Work request =
Pull every line of the entries that has the word "labels".

Study material =
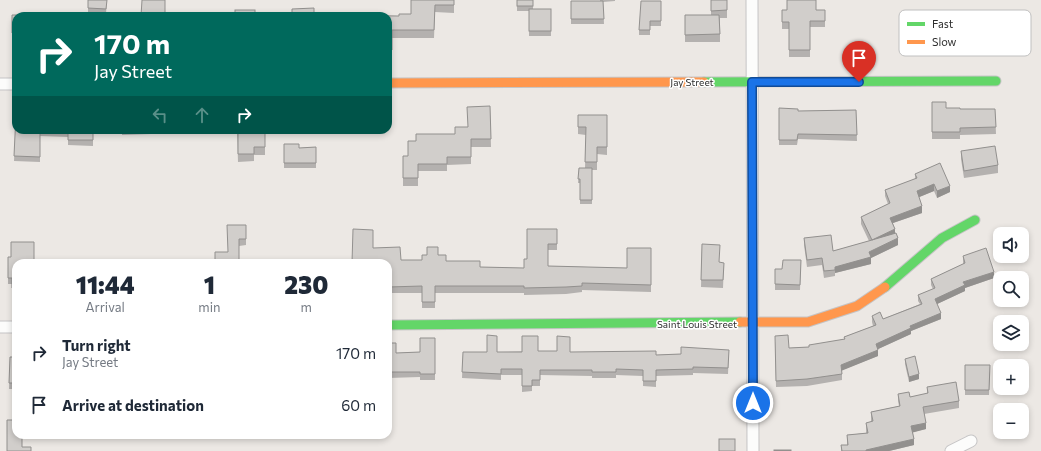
<!DOCTYPE html>
<meta charset="utf-8">
<style>
:root{--surface:#fff;--page:#f2f2f3;--text:#1f2937;--muted:#747a83}
body{margin:0;font-family:Commissioner,sans-serif;background:var(--page);color:var(--text);height:100vh;display:flex;flex-direction:column;font-size:15px;white-space:nowrap}
*{box-sizing:border-box;margin:0}
p{font-size:13px;color:var(--muted)}
.icon{flex:none;width:22px;height:22px;fill:none;stroke:currentColor;stroke-width:2;stroke-linecap:round;stroke-linejoin:round}
.map{position:relative;flex:1;overflow:hidden}
.sheet{position:absolute;left:12px;top:259px;width:380px;height:180px;display:flex;flex-direction:column;background:var(--surface);border-radius:12px;box-shadow:0 2px 6px #0003}
.sheet>*{flex:none}
.hud{position:absolute;left:12px;top:12px;width:380px;height:122px;border-radius:12px;box-shadow:0 2px 6px #0003;background:#00695c;color:#fff;overflow:hidden}
.controls{position:absolute;left:993px;top:227px;display:grid;gap:8px}
.controls a{display:grid;place-items:center;width:36px;height:36px;border-radius:8px;background:var(--surface);box-shadow:0 2px 6px #0003;font-size:20px}
.pin{position:absolute;display:grid;place-items:center;width:34px;height:34px;color:#fff;margin:-41px -17px;border-radius:50% 50% 50% 0;rotate:-45deg;box-shadow:0 0 4px #0007}
.pin .icon{rotate:45deg}
.me{position:absolute;width:44px;margin:-22px;rotate:0deg;stroke-linejoin:round;filter:drop-shadow(0 0 3px #0008)}
.turn{display:flex;align-items:center;gap:14px;height:84px;padding:0 16px;font-size:18px}
.turn .icon{width:52px;height:52px;stroke-width:2.5}
.turn b{display:block;font-size:28px;line-height:34px}
.lanes{display:flex;align-items:center;height:38px;padding:0 16px;background:#0003;justify-content:center;gap:20px;direction:ltr}
.lanes .off{opacity:.35}
.eta{display:flex;justify-content:space-evenly;align-items:center;height:68px;text-align:center}
.eta b{font-size:24px;font-weight:800;line-height:28px}
ul{padding:0;list-style:none}
li{display:flex;align-items:center;gap:12px;height:52px;padding:0 16px}
li div{flex:1}
li b{display:block;font-size:15px}
li em{font-style:normal}
.map>svg:first-child{display:block}
.lines{fill:none;stroke-linecap:round;stroke-linejoin:round}
.street-casing{stroke:#c5c4c5;stroke-width:13}
.fast-casing{stroke:#c5c4c5;stroke-width:11}
.slow-casing{stroke:#c5c4c5;stroke-width:11}
.street{stroke:#fcfcfb;stroke-width:11}
.fast{stroke:#63d668;stroke-width:9}
.slow{stroke:#ff974d;stroke-width:9}
.wall{fill:#b4b1af}
.shaded-wall{fill:#92908e}
.building{fill:#d1cecb;stroke:#92908e}
.route-casing{stroke:#114b97;stroke-width:10}
.route{stroke:#1a73e8;stroke-width:7}
.labels{text-anchor:middle;dominant-baseline:central;stroke-width:3;stroke-linejoin:round;paint-order:stroke}
.street-label{font-size:10px;fill:#2e2e2e;stroke:#fff}
.key{fill:#fff;stroke:#c0c0c0;stroke-width:1}
.key-label{font-size:11px;fill:#2e2e2e}
</style>
<div class="map">
<svg width="1041" height="451" viewBox="0 0 1041 451">
<rect width="100%" height="100%" fill="#ece8e4"/>
<g class="lines">
<g class="street-casing">
<g id="street">
<path d="M752,0L753,451"/>
<path d="M0,84H16"/>
<path d="M0,327H16"/>
<path d="M951,451L971,441"/>
</g>
</g>
<g class="fast-casing">
<g id="fast">
<path d="M704,82L996,81"/>
<path d="M885,287L942,238L975,220"/>
<path d="M388,325L740,322"/>
</g>
</g>
<g class="slow-casing">
<g id="slow">
<path d="M388,83L704,82"/>
<path d="M740,322H808L857,306L885,287"/>
</g>
</g>
<use href="#street" class="street"/>
<use href="#fast" class="fast"/>
<use href="#slow" class="slow"/>
</g>
<g class="wall">
<path d="M88,0H107L106,14L88,13Z"/>
<path d="M411,0H454V13L435,12L434,38H392V58L388,57V16L314,15L399,16L411,14Z"/>
<path d="M517,0H533V9H551V36H529V11H517Z"/>
<path d="M600,0H615V1L603,2L604,24H571V1H600Z"/>
<path d="M711,0H727V18H720V42H685V15H711Z"/>
<path d="M661,1V26H650V35H639V30Z"/>
<path d="M782,10H825V27H810V57H789V29H782Z"/>
<path d="M12,15L16,16V40H12Z"/>
<path d="M932,102L946,108L960,109H995L996,134L960,135V139H932Z"/>
<path d="M490,106L491,147H471V164L447,165V171H418V186H403V156H408L455,134L468,127Z"/>
<path d="M779,108L798,111L856,110L857,141L798,139L797,145H779Z"/>
<path d="M16,114L93,130V146L68,145V137L40,136V162L14,161Z"/>
<path d="M578,115H607V155L597,154V170H592V204H580V183H578L579,168H585L586,135L578,134Z"/>
<path d="M122,130H151V134L122,135Z"/>
<path d="M237,130H265V155H254V161L238,162Z"/>
<path d="M350,130H384L383,133L350,132Z"/>
<path d="M284,144L299,148L316,147V168H284Z"/>
<path d="M961,151L998,165V173L964,178L961,159Z"/>
<path d="M915,174L950,192L937,198L934,191L919,197L922,213L893,223L898,245L871,258V264L835,273V276L824,278L822,265L807,267L804,245V238L833,251L869,241L861,224V217L888,204L885,196V190L915,179Z"/>
<path d="M246,225V245L239,246L228,252Z"/>
<path d="M557,229V250H548V266L627,268L651,248V292L582,290V292L566,294L524,295V293H435V308H422V293H388V263L373,248L401,260H422L438,255L446,261L480,267L524,268L527,259Z"/>
<path d="M702,244L719,262L724,263L723,288L701,287Z"/>
<path d="M963,256L994,278L965,288V291L937,304L941,319L911,331V334L878,349V356L842,370V380L807,386L776,387L775,342L789,348L809,347L844,339V337L873,326L872,322V316L883,319L920,304L918,301V295L933,289L931,285V279L963,264Z"/>
<path d="M8,257L16,263V294L12,295V284H8Z"/>
<path d="M801,260L800,290H775V269H782Z"/>
<path d="M435,338V380H420V377L388,378V343L396,353L420,352Z"/>
<path d="M729,350L728,374L693,373V375L656,376V387L643,386V376L616,375V378H592V376L540,375V386H532V391L522,392V375H501V380L462,378L463,352H497L538,351L656,355L681,354Z"/>
<path d="M10,357H16V389H9Z"/>
<path d="M905,359L919,379L909,382L905,364Z"/>
<path d="M965,365H990L989,395H965Z"/>
<path d="M927,387L959,401V408L924,414L926,429L913,432L914,445L889,451H841V445H847V435L866,433V423L871,422V412L899,406L898,401V394L910,397L927,394Z"/>
</g>
<g class="shaded-wall">
<path d="M934,184V191L917,198V191Z"/>
<path d="M950,186V192L937,198V191Z"/>
<path d="M922,206V213L890,224V218Z"/>
<path d="M895,229V236L872,240Z"/>
<path d="M898,238V245L871,258V264L835,273V267L869,252Z"/>
<path d="M994,272V278L965,288V291L935,305V299L963,282Z"/>
<path d="M941,313V319L911,331V334L876,350V344L910,326Z"/>
<path d="M878,350V356L841,371V365Z"/>
<path d="M919,374V379L909,382V377Z"/>
<path d="M926,423V429L911,433V426Z"/>
<path d="M914,439V445L889,451H866V450Z"/>
</g>
<g class="building">
<path d="M88,0H107L106,9L88,8Z"/>
<path d="M142,0H165V16H141Z"/>
<path d="M411,0H454V5H435L434,30H392V50H388V16H292V9L314,8V15L399,16V14H411Z"/>
<rect x="517" y="0" width="16" height="6"/>
<path d="M711,0H727V10L711,11Z"/>
<path d="M787,0H816V10H825V21H810V50H789V22H782V10H787Z"/>
<path d="M571,1H603L604,19H571Z"/>
<path d="M641,1H661V21H650V30H639Z"/>
<rect x="529" y="9" width="22" height="22"/>
<rect x="235" y="10" width="20" height="6"/>
<path d="M12,15H37V16H16V33H12Z"/>
<path d="M685,15H719L720,34L685,35Z"/>
<path d="M932,102H946V108H960V109H995L996,127L960,128V132H932Z"/>
<path d="M490,106L491,139H471V157H447V164H418V178H403V156H408V141H416V134H455V127H468L467,107Z"/>
<path d="M779,108L798,109V111L856,110L857,135L798,134L797,140H779Z"/>
<path d="M16,114V130H93V140H68V132L40,131V157L14,156Z"/>
<path d="M578,115H607V147H597V162H585L586,127H578Z"/>
<path d="M238,130H265V147H254V154H238Z"/>
<path d="M284,144H299V148L316,147V163H284Z"/>
<path d="M995,146L998,165L964,171L961,151Z"/>
<path d="M940,163L950,186L937,191L934,184L917,191L922,206L890,218L895,229L872,240L896,233L898,238L869,252L871,257L835,267V270L824,271L822,258L807,260L804,238L831,235L833,251L872,240L861,217L890,203L885,190L917,178L915,174Z"/>
<path d="M579,168H592V200H580V179H578Z"/>
<path d="M227,225H246V239H239V263H215V252H228Z"/>
<path d="M353,229L373,230V248L400,247L401,260H422V255H427V247H438V255H446V261H480V267L524,268V259H527V229H557V244H548V266L627,268V248H651V285L582,283V286L566,287L524,288V286H435V302H422V286L388,287V263H352Z"/>
<path d="M11,242H34V263H16V288H12V278H8V257H11Z"/>
<path d="M702,244L720,245L719,262L724,263L723,280H701Z"/>
<path d="M986,248L994,272L963,282L965,285L935,299L941,313L910,326L911,328L876,344L878,350L841,365L842,374L807,379L776,381L775,336L788,335L789,348L809,347V345L845,339L844,337L876,325L872,316L880,312L883,319L922,304L918,295L935,288L931,279L965,263L963,256Z"/>
<path d="M86,260V263H76V261Z"/>
<path d="M783,260H801L800,285L775,284V269H782Z"/>
<path d="M487,335L497,336V352H522V336H538V351H557V336L570,337V352L656,351V355L681,354V347L729,350L728,368L693,367V369L656,370V381H643V370L616,369V372H592V370H540V380H532V386H522V369H501V374L462,372L463,352H487Z"/>
<path d="M420,338H435V374H420V372H388V343H396V353L420,352Z"/>
<path d="M915,356L919,374L909,377L905,359Z"/>
<path d="M10,357H16V383H9Z"/>
<path d="M965,365H990L989,390H965Z"/>
<path d="M956,382L959,401L923,407L926,423L911,426L914,439L866,450V451H842L841,445H848L847,435L868,433L866,423L873,421L871,412L900,406L898,394L909,392L910,397L928,393L927,387Z"/>
<path d="M7,420H16V435H22V447H31V451H7Z"/>
<rect x="719" y="439" width="16" height="12"/>
<rect x="774" y="450" width="17" height="1"/>
</g>
<g class="lines">
<g class="route-casing">
<path id="route" d="M753,403L752,82H859"/>
</g>
<use href="#route" class="route"/>
</g>
<g class="labels">
<g class="street-label">
<text x="692" y="82">Jay Street</text>
<text x="697" y="324">Saint Louis Street</text>
</g>
</g>
<rect x="899" y="10" width="132" height="46" rx="6" class="key"/>
<rect x="907" y="22" width="18" height="4" fill="#63d668"/>
<rect x="907" y="40" width="18" height="4" fill="#ff974d"/>
<g class="key-label">
<text x="932" y="28">Fast</text>
<text x="932" y="46">Slow</text>
</g>
</svg>
<div class="controls">
<a><svg class="icon" aria-label="sound" viewBox="0 0 24 24"><path d="M4 9h4l5-4v14l-5-4H4zM17 9q2 3 0 6"/></svg></a>
<a><svg class="icon" aria-label="search" viewBox="0 0 24 24"><circle cx="10" cy="10" r="6"/><path d="M15 15l6 6"/></svg></a>
<a><svg class="icon" aria-label="layers" viewBox="0 0 24 24"><path d="M12 4l9 5-9 5-9-5zM3 14l9 5 9-5"/></svg></a>
<a>+</a>
<a>−</a>
</div>
<div class="pin" style="left:859px;top:82px;background:#d93025"><svg class="icon" aria-label="arrive" viewBox="0 0 24 24"><path d="M6 21V4h12l-3 4 3 4H6"/></svg></div>
<svg class="me" style="left:753px;top:403px" viewBox="-20 -20 40 40"><circle r="17" fill="#1a73e8" stroke="#fff" stroke-width="3"/><path d="M0-11L8 9 0 5-8 9z" fill="#fff"/></svg>
<div class="hud">
<div class="turn"><svg class="icon" aria-label="right" viewBox="0 0 24 24"><path d="M7 20v-9h11M14 6l5 5-5 5"/></svg><div><b>170 m</b>Jay Street</div></div>
<div class="lanes"><svg class="icon off" aria-label="left" viewBox="0 0 24 24"><path d="M17 20v-9H6M10 6l-5 5 5 5"/></svg><svg class="icon off" aria-label="ahead" viewBox="0 0 24 24"><path d="M12 20V5M6 11l6-6 6 6"/></svg><svg class="icon" aria-label="right" viewBox="0 0 24 24"><path d="M7 20v-9h11M14 6l5 5-5 5"/></svg></div>
</div>
<section class="sheet">
<div class="eta">
<div><b>11:44</b><p>Arrival</p></div>
<div><b>1</b><p>min</p></div>
<div><b>230</b><p>m</p></div>
</div>
<ul>
<li><svg class="icon" aria-label="right" viewBox="0 0 24 24"><path d="M7 20v-9h11M14 6l5 5-5 5"/></svg><div><b>Turn right</b><p>Jay Street</p></div><em>170 m</em></li>
<li><svg class="icon" aria-label="arrive" viewBox="0 0 24 24"><path d="M6 21V4h12l-3 4 3 4H6"/></svg><div><b>Arrive at destination</b></div><em>60 m</em></li>
</ul>
</section>
</div>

Completed task =
.labels{text-anchor:middle;dominant-baseline:central;stroke-width:3;stroke-linejoin:round;paint-order:stroke}
<g class="labels">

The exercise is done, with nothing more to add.